THE PROBLEM
In the records below, find the line that contains "<li><i></i>Delivered</li>" and repeat it, along with each line after it, exactly as written.
═══ DATA TO PROCESS ═══
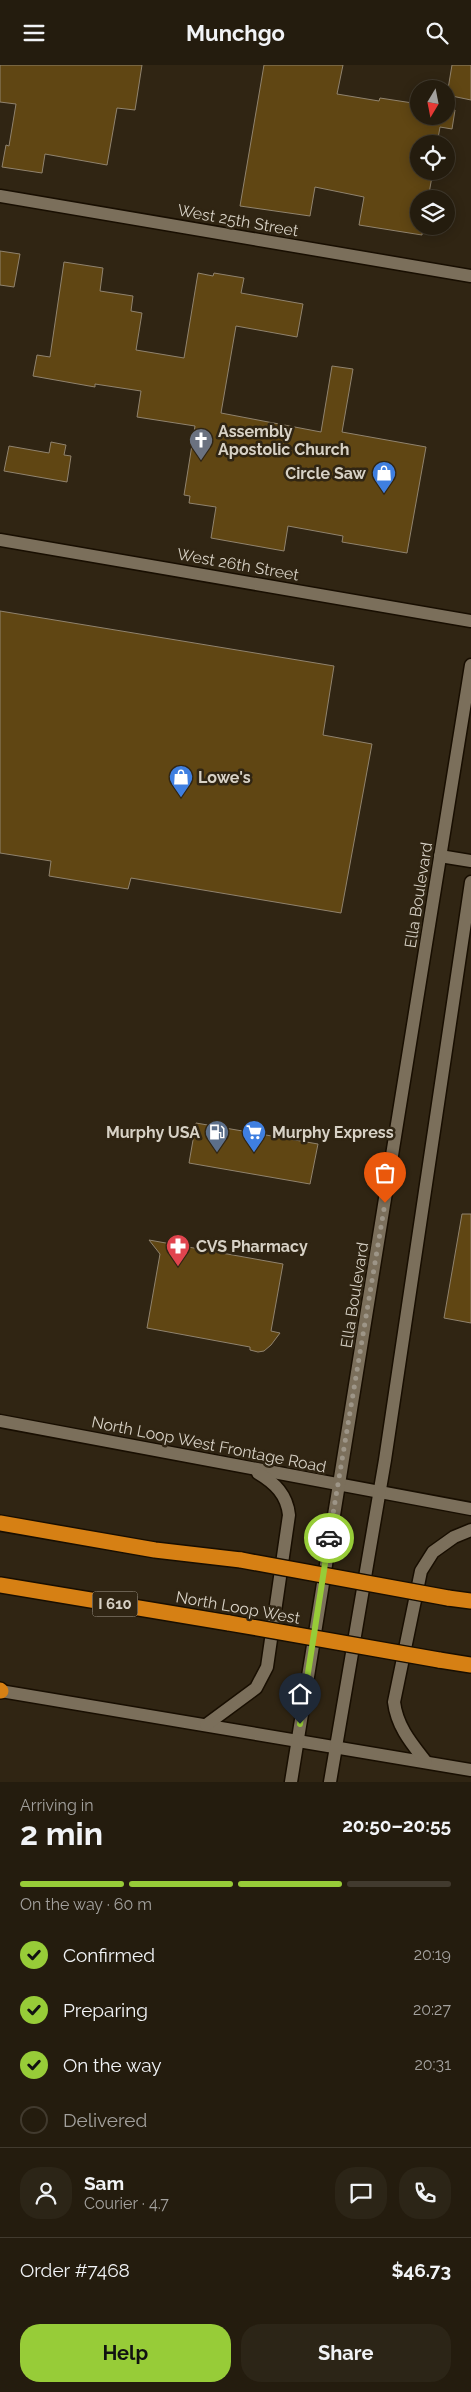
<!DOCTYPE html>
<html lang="en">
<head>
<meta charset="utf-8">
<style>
  :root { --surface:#241c0e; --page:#2c2517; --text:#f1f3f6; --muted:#a3a19e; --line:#413a2e; --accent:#97cc38 }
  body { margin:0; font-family:Raleway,sans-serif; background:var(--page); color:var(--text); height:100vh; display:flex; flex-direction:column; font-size:19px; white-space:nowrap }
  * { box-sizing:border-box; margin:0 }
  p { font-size:16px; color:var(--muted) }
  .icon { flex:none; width:28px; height:28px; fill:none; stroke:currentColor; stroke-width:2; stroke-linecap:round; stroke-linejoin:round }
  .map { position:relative; height:1717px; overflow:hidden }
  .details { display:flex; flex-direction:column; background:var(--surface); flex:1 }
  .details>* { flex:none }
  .needle { width:32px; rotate:190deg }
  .controls { position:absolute; left:410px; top:15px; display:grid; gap:10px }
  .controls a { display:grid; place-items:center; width:45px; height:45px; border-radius:50%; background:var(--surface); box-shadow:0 2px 12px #0003,0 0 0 1px var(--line); font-size:25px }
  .pin { position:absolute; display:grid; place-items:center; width:42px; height:42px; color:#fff; margin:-51px -21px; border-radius:50% 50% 50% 0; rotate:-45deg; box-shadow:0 0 5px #0007 }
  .pin .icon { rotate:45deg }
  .courier { position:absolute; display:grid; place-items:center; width:50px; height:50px; margin:-25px; border:4px solid #97cc38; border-radius:50%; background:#fff; color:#222; box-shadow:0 1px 6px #0007 }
  .overview em { font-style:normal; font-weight:700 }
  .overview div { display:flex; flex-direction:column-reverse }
  .overview { display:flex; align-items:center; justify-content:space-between; height:85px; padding:0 20px }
  h1 { font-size:32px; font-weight:700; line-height:38px }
  .bar { display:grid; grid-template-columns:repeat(4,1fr); gap:8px 5px; align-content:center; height:60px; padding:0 20px }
  .bar i { height:6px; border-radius:4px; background:var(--line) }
  .bar .current { background:var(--accent) }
  .bar p { grid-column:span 4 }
  .line { display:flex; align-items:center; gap:12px; padding:0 20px; border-top:1px solid var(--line) }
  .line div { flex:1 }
  .round { display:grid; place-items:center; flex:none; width:52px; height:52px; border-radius:20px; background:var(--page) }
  ol { padding:0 20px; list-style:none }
  li { display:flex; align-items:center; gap:15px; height:55px }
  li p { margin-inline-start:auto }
  li .icon { padding:5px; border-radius:50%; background:var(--accent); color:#111; stroke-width:4 }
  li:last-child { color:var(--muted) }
  li i { width:28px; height:28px; border:2px solid var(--line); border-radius:50% }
  .button { display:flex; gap:10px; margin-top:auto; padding:10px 20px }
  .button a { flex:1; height:58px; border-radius:20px; background:var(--accent); color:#111; font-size:20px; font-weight:700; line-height:58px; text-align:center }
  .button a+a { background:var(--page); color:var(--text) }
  header { display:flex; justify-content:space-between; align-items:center; height:65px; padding:0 20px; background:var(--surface); font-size:22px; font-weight:700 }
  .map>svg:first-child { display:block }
  .building { fill:#604613; stroke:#90836e }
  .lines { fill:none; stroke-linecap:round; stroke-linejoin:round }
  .street-casing { stroke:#180e01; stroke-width:15 }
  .secondary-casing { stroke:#180e01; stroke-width:15 }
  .highway-casing { stroke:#180e01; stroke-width:18 }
  .street { stroke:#7b6f5b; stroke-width:12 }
  .secondary { stroke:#7b6f5b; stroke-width:12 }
  .highway { stroke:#d68014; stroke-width:15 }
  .highway-bridge-casing { stroke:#180e01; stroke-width:18; stroke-linecap:butt }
  .highway-bridge { stroke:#d68014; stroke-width:15 }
  .done { stroke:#9d9587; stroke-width:5; stroke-dasharray:0 9 }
  .route { stroke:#97cc38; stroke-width:6 }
  .labels { text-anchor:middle; stroke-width:5; stroke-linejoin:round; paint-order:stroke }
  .shield { fill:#302513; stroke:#a59d90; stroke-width:1 }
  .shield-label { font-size:15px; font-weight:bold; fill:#d7d1c5 }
  .street-label { font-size:16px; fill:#d7d1c5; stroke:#302513 }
  .poi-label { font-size:16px; font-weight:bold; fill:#d7d1c5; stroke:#302513; text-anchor:start }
</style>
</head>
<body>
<header><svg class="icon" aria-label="menu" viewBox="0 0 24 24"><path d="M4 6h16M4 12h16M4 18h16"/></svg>Munchgo<svg class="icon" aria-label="search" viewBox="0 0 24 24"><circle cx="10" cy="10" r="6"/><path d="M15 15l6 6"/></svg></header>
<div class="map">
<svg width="471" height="1717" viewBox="0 0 471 1717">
  <rect width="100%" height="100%" fill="#302513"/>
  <!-- building -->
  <g class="building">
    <path d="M0,0H142L135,45L117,43L107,100L45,89L42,108L2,102L6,80L9,81L16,39L0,37Z"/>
    <path d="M264,0H343L337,29L379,36L380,33L419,39V51H446V43L455,45L452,64L440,62L437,79H419V106H433L428,134H419V161H423L422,170L359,160L364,132L315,122L310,151L240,141Z"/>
    <path d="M452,0H471V35L447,30Z"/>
    <path d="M0,186L20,189L14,222L0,220Z"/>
    <path d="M64,197L103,203L100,226L133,231L131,246L142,248L136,285L184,293L198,208L213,211L214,208L244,213L241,228L303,239L297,272L236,261L221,348L321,367L332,301L353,304L342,367L426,382L407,488L342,477L343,471L288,461L284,486L211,473L216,442L189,438L190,431L184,430L195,361L137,352L141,326L95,319V322L33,311L37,290L50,292Z"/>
    <path d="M51,377L66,380L64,390L71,391L67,417L4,406L9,381L49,388Z"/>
    <path d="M0,546L334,601L323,670L372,679L341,848L131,813L128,824L49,811L51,796L0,788Z"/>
    <path d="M196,1058L318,1079L310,1119L189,1098Z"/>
    <path d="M462,1149H471V1258L444,1253Z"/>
    <path d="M149,1175L283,1199L271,1266L280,1268L271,1280L264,1286L258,1287L250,1285V1282L147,1263L160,1189Z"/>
  </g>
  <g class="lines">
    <!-- street casing -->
    <g class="street-casing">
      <g id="street">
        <path d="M0,131L471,211"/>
        <path d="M0,475L471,556"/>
        <path d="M440,791L471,796"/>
      </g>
    </g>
    <!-- secondary casing -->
    <g class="secondary-casing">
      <g id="secondary">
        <path d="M0,1356L471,1444"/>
        <path d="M0,1626L471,1705"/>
        <path d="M206,1660L256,1623L267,1602L289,1450C287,1430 275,1418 258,1408"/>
        <path d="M426,1697C412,1679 397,1662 394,1637L421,1506L433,1487L454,1472L471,1465"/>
        <path d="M291,1717L471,600"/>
        <path d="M330,1717L385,1395L471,817"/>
      </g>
    </g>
    <!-- highway casing -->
    <g class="highway-casing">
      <g id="highway">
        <path d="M0,1458L155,1485L241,1495"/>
        <path d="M0,1520L229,1558"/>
        <path d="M448,1533L471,1536"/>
        <path d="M439,1595L471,1600"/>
        <path d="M0,1625L1,1626"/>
      </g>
    </g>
    <!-- street -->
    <use href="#street" class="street"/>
    <!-- secondary -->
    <use href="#secondary" class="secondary"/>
    <!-- highway -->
    <use href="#highway" class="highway"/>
    <!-- highway-bridge casing -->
    <g class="highway-bridge-casing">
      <g id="highway-bridge">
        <path d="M241,1495L448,1533"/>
        <path d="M229,1558L439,1595"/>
      </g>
    </g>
    <!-- highway-bridge -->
    <use href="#highway-bridge" class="highway-bridge"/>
  </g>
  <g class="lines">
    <!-- done -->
    <path class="done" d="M329,1473L385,1138"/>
    <!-- route -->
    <path class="route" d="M300,1659L329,1473"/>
  </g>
  <!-- icons -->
  <defs>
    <g id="church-pin" transform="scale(1.25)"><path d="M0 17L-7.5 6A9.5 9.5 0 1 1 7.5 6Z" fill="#6b7280" stroke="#302513"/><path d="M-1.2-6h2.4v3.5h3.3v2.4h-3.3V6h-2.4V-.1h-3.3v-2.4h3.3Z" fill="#fff"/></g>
    <g id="shop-pin" transform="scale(1.25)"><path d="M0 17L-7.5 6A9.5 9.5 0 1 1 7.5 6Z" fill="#3f7fe0" stroke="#302513"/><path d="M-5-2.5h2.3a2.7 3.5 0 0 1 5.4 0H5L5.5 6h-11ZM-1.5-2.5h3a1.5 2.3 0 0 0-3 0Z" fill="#fff"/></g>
    <g id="fuel-pin" transform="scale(1.25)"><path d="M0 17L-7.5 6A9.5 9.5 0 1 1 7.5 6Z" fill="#5c6f8a" stroke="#302513"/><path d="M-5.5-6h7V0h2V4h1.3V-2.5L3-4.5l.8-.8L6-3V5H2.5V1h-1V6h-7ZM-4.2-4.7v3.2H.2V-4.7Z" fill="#fff"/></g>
    <g id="supermarket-pin" transform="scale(1.25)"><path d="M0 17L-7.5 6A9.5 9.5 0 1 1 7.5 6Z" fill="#3f7fe0" stroke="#302513"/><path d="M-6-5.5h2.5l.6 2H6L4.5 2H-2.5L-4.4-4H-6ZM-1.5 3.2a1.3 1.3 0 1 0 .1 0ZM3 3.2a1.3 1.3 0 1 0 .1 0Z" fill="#fff"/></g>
    <g id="pharmacy-pin" transform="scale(1.25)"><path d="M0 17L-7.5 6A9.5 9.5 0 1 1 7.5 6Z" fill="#e0444e" stroke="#302513"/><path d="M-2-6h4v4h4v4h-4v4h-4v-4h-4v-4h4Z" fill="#fff"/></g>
  </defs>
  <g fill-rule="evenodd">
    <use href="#church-pin" x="201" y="375"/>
    <use href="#shop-pin" x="384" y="408"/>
    <use href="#shop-pin" x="181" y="712"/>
    <use href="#fuel-pin" x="217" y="1067"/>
    <use href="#supermarket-pin" x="254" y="1067"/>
    <use href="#pharmacy-pin" x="178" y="1181"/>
  </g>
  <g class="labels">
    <!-- shield labels -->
    <rect class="shield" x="92.5" y="1526.5" width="45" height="25" rx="4"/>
    <g class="shield-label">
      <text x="115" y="1544">I 610</text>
    </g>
    <!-- street labels -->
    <g class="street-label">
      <text transform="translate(238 155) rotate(10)" y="6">West 25th Street</text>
      <text transform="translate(238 499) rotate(10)" y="6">West 26th Street</text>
      <text transform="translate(418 830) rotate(-81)" y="6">Ella Boulevard</text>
      <text transform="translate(354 1230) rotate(-81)" y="6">Ella Boulevard</text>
      <text transform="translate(209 1379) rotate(11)" y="6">North Loop West Frontage Road</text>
      <text transform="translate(238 1542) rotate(10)" y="6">North Loop West</text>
    </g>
    <!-- poi labels -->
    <g class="poi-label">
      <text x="218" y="372">Assembly<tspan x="218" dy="18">Apostolic Church</tspan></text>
      <text x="366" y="414" text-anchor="end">Circle Saw</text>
      <text x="198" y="718">Lowe's</text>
      <text x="200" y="1073" text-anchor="end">Murphy USA</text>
      <text x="272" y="1073">Murphy Express</text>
      <text x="196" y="1187">CVS Pharmacy</text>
    </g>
  </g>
</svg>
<div class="controls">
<a><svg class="needle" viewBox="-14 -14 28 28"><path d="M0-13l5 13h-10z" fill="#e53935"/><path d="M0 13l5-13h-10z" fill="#a3a19e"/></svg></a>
<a><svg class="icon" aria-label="locate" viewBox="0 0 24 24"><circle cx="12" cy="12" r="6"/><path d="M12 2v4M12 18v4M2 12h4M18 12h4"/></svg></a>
<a><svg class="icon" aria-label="layers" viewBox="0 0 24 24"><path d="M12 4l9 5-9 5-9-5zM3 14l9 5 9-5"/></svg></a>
</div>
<div class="pin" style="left:385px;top:1138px;background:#ea580c"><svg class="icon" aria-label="bag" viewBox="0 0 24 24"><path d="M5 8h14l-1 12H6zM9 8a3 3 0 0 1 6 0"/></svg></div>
<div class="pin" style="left:300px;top:1659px;background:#1f2937"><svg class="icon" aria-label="home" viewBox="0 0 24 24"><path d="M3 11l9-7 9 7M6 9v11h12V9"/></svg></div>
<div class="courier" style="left:329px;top:1473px"><svg class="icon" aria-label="car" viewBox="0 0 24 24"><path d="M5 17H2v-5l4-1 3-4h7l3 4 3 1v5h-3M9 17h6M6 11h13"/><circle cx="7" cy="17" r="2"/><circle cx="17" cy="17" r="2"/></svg></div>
</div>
<section class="details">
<div class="overview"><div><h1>2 min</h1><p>Arriving in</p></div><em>20:50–20:55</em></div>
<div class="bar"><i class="current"></i><i class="current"></i><i class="current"></i><i></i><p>On the way · 60 m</p></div>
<ol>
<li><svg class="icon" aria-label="check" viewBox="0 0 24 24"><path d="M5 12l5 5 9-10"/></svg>Confirmed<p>20:19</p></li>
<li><svg class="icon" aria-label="check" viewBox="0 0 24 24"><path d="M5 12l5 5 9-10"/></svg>Preparing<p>20:27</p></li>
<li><svg class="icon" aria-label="check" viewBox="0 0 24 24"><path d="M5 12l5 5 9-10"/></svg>On the way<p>20:31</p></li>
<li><i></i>Delivered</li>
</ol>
<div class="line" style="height:90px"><a class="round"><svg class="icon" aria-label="person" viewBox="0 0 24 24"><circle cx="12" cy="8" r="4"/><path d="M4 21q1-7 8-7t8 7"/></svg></a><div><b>Sam</b><p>Courier · 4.7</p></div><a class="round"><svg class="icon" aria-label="chat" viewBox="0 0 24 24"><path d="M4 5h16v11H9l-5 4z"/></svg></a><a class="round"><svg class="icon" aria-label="phone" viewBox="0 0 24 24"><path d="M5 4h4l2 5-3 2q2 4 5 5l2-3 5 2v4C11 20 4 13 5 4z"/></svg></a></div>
<div class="line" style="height:65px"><div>Order #7468</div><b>$46.73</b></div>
<div class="button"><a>Help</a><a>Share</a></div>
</section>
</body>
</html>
═══
TASK RESULT
<li><i></i>Delivered</li>
</ol>
<div class="line" style="height:90px"><a class="round"><svg class="icon" aria-label="person" viewBox="0 0 24 24"><circle cx="12" cy="8" r="4"/><path d="M4 21q1-7 8-7t8 7"/></svg></a><div><b>Sam</b><p>Courier · 4.7</p></div><a class="round"><svg class="icon" aria-label="chat" viewBox="0 0 24 24"><path d="M4 5h16v11H9l-5 4z"/></svg></a><a class="round"><svg class="icon" aria-label="phone" viewBox="0 0 24 24"><path d="M5 4h4l2 5-3 2q2 4 5 5l2-3 5 2v4C11 20 4 13 5 4z"/></svg></a></div>
<div class="line" style="height:65px"><div>Order #7468</div><b>$46.73</b></div>
<div class="button"><a>Help</a><a>Share</a></div>
</section>
</body>
</html>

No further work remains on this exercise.